====== Records shown ======
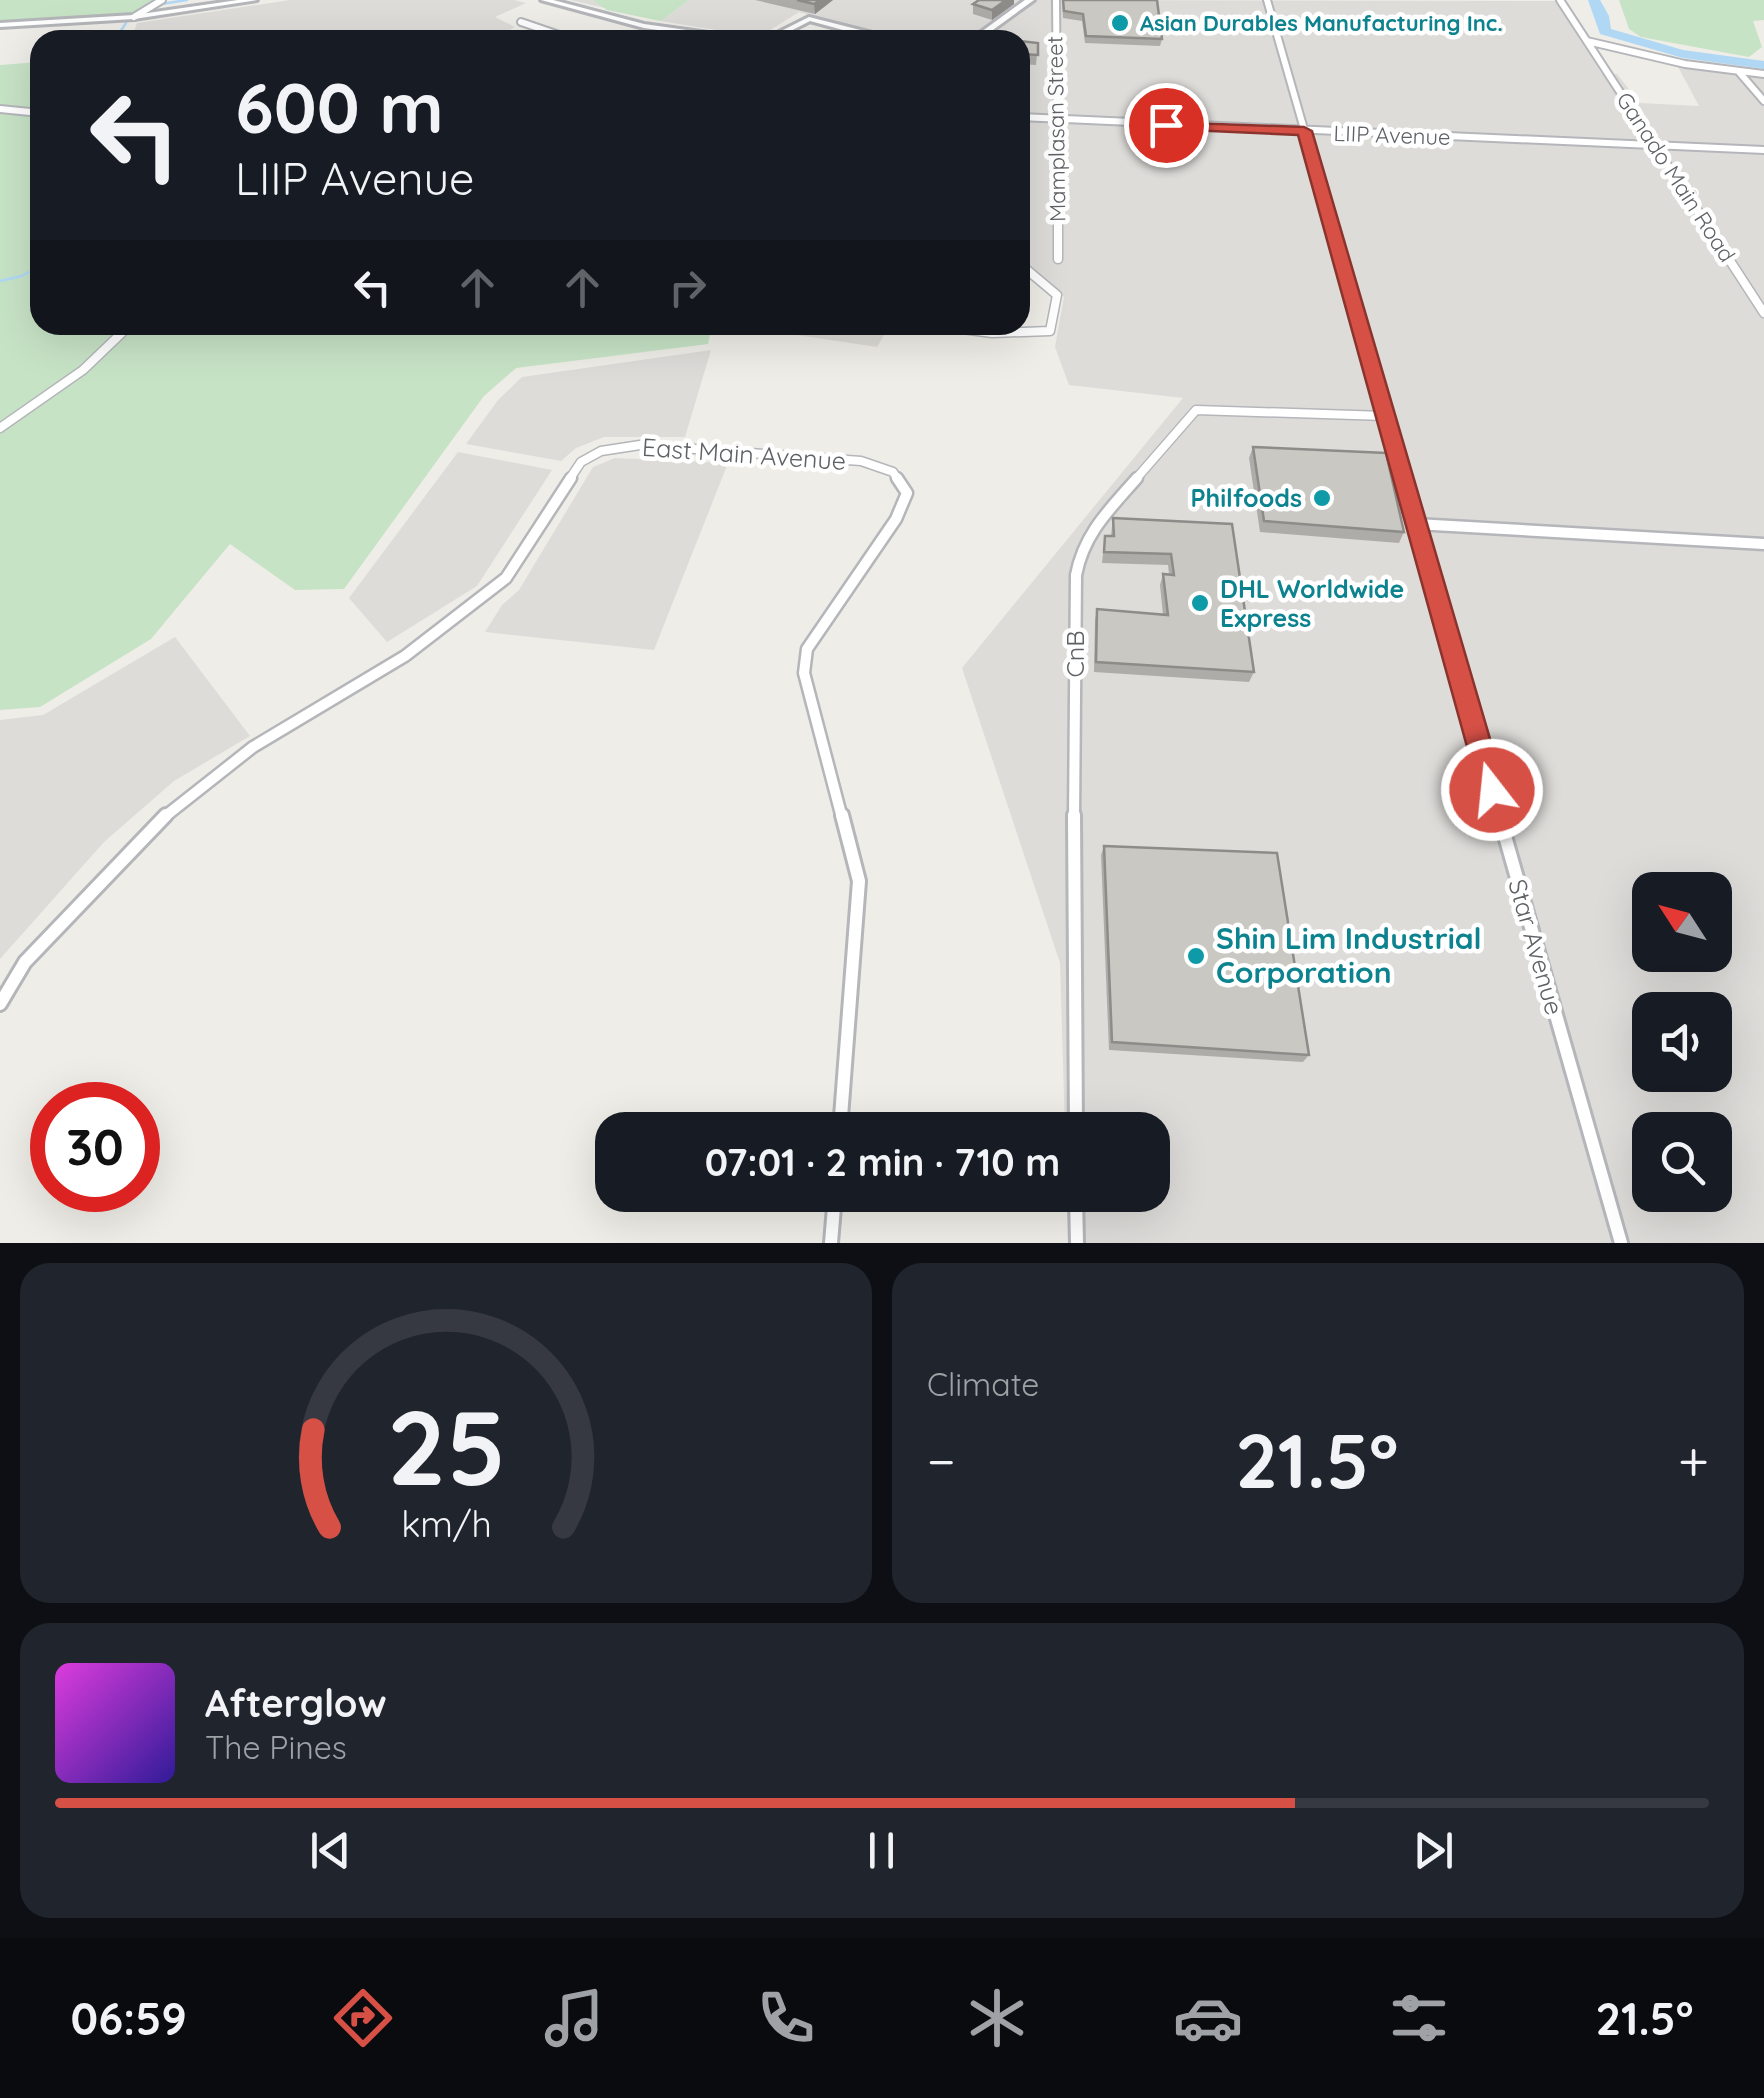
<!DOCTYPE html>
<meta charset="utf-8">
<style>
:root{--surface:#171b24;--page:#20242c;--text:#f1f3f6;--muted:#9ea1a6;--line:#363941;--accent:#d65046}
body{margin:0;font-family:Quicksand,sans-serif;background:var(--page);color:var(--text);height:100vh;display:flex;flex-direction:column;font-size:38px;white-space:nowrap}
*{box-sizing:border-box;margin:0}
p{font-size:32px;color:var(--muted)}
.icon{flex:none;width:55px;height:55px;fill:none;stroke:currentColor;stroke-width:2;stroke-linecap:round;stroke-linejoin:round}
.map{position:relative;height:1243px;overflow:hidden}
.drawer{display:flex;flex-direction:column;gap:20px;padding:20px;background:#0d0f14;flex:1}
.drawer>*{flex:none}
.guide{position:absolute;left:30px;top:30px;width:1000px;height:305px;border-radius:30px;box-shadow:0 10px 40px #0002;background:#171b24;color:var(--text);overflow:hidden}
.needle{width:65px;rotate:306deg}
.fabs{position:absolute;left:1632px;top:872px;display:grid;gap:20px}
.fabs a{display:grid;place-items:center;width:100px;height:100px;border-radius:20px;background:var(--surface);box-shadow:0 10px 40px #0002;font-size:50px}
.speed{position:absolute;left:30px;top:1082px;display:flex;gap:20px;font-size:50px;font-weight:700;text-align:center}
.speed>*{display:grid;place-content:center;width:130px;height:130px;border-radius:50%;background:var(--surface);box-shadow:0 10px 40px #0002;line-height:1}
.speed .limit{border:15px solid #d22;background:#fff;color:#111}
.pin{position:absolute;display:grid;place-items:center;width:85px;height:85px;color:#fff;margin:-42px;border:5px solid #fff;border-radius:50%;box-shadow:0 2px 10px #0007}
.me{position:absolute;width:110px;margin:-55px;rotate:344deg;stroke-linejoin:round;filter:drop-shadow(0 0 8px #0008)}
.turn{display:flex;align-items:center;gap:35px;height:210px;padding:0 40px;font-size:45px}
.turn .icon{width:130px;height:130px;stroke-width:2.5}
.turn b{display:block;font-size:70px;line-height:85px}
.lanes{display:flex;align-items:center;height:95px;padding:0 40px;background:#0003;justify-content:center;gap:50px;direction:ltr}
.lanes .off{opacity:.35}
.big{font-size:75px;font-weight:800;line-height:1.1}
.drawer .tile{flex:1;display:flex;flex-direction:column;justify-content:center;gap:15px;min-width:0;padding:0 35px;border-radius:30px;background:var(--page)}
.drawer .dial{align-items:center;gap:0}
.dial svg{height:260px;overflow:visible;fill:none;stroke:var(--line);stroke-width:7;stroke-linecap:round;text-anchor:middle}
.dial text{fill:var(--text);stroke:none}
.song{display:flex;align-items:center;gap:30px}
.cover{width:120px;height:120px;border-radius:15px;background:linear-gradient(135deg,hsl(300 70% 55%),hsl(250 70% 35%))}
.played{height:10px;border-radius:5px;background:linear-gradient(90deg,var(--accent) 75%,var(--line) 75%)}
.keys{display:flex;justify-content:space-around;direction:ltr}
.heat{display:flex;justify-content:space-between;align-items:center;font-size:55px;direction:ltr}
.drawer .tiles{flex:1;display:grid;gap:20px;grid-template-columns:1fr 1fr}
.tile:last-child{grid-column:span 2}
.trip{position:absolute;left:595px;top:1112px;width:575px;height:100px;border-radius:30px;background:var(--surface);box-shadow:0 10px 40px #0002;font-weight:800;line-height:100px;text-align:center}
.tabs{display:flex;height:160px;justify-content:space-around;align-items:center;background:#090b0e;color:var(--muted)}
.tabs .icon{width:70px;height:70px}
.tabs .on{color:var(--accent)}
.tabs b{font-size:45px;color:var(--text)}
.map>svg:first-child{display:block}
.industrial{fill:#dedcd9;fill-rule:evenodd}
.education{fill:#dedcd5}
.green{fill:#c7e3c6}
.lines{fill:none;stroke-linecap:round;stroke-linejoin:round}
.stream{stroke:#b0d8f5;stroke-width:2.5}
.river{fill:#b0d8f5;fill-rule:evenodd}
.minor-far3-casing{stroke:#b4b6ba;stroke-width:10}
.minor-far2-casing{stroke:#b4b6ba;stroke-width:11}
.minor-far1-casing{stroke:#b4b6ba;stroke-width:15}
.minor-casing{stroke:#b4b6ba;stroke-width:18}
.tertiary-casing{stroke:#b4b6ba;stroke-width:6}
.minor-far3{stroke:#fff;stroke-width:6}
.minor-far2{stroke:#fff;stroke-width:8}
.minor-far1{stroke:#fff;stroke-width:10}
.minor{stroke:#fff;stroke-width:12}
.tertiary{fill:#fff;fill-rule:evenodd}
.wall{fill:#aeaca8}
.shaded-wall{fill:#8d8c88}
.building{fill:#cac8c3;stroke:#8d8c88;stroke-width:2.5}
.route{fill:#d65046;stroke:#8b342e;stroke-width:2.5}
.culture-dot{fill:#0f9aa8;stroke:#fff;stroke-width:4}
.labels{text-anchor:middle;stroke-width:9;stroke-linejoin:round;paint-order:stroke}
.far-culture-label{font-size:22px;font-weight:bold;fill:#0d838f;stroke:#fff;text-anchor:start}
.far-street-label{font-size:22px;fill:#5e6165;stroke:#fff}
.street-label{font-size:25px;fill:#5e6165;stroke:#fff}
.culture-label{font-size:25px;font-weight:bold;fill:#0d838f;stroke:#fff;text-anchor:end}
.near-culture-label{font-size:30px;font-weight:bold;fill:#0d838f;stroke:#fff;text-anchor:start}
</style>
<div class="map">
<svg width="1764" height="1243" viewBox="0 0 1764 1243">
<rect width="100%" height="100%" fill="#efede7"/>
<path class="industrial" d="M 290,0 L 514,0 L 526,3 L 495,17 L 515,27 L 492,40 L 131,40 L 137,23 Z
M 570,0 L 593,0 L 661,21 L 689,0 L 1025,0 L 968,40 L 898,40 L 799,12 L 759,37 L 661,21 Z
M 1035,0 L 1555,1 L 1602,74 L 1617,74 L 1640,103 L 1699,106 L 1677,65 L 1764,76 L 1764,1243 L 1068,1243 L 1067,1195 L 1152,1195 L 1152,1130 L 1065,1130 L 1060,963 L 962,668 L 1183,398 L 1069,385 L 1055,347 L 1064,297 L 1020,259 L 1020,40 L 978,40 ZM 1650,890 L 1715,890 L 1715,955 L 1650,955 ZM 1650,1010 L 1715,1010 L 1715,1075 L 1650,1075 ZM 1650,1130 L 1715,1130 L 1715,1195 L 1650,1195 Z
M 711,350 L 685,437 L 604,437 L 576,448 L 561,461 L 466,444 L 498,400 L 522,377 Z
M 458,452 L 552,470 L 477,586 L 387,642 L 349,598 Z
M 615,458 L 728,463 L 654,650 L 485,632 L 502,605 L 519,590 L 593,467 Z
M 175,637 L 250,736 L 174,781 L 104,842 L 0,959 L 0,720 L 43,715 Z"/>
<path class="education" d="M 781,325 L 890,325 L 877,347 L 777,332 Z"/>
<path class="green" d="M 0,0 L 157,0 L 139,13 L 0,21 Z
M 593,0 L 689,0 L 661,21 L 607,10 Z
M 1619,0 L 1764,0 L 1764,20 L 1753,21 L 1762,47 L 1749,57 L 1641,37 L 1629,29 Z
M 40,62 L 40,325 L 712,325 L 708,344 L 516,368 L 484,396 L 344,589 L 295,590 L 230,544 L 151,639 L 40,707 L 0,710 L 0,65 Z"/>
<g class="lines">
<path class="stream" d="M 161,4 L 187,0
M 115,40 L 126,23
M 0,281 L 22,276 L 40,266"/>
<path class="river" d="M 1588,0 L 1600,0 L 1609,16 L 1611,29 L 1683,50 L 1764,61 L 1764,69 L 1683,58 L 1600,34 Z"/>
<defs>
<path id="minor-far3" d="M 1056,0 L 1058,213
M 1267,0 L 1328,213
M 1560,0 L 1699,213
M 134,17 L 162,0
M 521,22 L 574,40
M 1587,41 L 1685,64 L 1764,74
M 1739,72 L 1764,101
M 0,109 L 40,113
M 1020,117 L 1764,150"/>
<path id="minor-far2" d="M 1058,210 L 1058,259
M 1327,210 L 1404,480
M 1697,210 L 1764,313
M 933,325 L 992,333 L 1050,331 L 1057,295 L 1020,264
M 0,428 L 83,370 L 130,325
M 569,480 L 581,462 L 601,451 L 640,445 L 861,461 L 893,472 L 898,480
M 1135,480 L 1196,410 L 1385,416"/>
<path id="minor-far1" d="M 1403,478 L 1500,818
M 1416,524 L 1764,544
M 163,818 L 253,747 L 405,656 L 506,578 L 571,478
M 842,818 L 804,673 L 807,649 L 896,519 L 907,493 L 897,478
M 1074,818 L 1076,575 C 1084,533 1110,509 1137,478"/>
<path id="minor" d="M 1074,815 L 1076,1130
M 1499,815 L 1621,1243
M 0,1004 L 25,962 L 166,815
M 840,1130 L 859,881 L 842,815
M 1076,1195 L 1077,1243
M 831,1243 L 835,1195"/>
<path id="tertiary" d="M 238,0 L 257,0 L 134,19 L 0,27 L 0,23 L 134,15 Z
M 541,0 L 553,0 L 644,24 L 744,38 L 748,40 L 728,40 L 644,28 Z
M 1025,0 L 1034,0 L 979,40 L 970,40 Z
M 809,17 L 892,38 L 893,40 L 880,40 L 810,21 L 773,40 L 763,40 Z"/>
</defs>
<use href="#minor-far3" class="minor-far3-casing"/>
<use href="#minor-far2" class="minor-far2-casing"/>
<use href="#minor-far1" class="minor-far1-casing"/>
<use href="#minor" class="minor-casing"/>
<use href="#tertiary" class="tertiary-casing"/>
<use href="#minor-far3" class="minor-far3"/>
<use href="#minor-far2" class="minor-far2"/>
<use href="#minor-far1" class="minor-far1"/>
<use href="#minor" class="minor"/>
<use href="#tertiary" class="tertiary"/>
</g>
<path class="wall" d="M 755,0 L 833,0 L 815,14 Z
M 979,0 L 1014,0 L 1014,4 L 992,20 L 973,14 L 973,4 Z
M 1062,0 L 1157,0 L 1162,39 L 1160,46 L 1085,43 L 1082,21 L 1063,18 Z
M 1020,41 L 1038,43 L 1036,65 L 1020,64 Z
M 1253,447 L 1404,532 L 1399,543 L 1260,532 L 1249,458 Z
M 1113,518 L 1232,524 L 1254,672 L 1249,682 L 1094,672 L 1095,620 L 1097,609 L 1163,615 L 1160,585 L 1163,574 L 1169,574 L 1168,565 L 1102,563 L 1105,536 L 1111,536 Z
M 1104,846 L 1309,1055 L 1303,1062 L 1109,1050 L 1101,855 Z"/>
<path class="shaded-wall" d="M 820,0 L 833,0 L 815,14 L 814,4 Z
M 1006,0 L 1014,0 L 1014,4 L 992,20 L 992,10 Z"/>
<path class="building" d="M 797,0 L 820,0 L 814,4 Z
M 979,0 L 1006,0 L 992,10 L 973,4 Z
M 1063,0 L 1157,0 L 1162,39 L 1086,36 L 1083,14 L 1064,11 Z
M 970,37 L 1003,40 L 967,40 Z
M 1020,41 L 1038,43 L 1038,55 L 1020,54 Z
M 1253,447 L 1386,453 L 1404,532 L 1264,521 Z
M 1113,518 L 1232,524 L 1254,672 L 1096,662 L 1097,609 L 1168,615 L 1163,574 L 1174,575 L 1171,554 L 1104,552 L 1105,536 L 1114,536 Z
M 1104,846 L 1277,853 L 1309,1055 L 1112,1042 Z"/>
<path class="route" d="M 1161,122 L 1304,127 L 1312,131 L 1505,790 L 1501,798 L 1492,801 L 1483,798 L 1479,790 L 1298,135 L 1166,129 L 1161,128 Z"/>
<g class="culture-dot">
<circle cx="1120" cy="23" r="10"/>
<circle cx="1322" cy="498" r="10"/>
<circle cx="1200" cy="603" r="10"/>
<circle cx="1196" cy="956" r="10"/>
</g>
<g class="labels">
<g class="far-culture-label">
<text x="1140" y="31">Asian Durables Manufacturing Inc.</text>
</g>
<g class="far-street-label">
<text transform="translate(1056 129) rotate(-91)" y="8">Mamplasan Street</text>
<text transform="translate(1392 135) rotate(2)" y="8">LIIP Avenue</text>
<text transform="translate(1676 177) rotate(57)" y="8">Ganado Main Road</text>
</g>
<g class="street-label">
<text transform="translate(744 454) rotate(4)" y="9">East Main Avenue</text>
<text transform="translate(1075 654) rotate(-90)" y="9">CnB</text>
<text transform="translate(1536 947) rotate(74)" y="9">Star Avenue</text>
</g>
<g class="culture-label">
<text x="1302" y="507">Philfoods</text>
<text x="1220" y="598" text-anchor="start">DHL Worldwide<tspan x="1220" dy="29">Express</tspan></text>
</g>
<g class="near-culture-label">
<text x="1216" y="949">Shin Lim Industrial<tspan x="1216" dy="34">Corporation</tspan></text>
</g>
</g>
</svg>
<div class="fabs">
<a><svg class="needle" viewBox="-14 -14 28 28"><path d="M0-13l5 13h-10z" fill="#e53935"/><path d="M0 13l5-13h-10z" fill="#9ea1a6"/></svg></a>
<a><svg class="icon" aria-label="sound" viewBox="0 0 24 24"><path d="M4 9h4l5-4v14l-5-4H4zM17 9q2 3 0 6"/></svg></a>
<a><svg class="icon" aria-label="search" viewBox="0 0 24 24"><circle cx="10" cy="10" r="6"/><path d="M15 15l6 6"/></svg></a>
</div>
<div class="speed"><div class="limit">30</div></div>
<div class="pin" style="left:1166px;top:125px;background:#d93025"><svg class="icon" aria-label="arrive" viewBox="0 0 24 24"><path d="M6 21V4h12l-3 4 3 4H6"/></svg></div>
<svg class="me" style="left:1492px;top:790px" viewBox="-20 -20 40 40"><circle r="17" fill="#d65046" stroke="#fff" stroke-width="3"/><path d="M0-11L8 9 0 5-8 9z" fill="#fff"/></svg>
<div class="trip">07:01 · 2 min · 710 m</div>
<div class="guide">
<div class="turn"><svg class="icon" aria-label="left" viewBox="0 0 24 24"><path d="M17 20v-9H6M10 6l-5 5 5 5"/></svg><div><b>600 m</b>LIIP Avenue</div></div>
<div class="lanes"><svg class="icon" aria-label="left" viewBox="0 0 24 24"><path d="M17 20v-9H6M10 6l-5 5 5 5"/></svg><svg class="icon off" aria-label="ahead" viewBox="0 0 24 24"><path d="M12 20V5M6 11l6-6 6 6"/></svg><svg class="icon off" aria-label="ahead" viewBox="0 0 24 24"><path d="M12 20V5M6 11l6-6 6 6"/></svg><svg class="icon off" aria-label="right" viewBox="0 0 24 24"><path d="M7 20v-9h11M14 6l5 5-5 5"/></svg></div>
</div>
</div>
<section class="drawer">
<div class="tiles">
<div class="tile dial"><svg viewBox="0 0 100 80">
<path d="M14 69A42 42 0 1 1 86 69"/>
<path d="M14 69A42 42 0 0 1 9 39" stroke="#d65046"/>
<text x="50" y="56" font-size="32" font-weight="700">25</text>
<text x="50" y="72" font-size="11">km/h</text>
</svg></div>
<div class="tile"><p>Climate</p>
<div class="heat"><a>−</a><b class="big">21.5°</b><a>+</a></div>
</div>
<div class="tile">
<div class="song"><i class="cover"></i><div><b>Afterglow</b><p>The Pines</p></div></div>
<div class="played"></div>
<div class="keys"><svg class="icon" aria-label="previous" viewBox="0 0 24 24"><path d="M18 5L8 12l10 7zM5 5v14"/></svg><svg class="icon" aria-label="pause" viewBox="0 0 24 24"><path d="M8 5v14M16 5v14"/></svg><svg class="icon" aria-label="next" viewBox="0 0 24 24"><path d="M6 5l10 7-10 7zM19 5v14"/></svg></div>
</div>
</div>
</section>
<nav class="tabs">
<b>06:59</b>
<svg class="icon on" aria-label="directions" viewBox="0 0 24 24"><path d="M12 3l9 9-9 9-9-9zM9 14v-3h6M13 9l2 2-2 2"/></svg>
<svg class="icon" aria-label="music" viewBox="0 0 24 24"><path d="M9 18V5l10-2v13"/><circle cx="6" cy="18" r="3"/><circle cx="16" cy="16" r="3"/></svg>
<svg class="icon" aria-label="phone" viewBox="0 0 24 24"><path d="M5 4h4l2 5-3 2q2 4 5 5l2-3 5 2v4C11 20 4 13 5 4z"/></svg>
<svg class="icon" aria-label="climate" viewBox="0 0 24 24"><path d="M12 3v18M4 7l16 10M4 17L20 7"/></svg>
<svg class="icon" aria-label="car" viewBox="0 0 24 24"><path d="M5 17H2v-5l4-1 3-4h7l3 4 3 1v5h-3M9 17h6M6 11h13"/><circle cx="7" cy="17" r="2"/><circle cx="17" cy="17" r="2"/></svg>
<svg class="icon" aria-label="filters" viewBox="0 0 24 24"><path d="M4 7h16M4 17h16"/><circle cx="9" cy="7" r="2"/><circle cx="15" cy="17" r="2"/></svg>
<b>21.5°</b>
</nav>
======
*Goal of the exercise:* Return every line above that contains the word "linecap".

*Final answer:*
.icon{flex:none;width:55px;height:55px;fill:none;stroke:currentColor;stroke-width:2;stroke-linecap:round;stroke-linejoin:round}
.dial svg{height:260px;overflow:visible;fill:none;stroke:var(--line);stroke-width:7;stroke-linecap:round;text-anchor:middle}
.lines{fill:none;stroke-linecap:round;stroke-linejoin:round}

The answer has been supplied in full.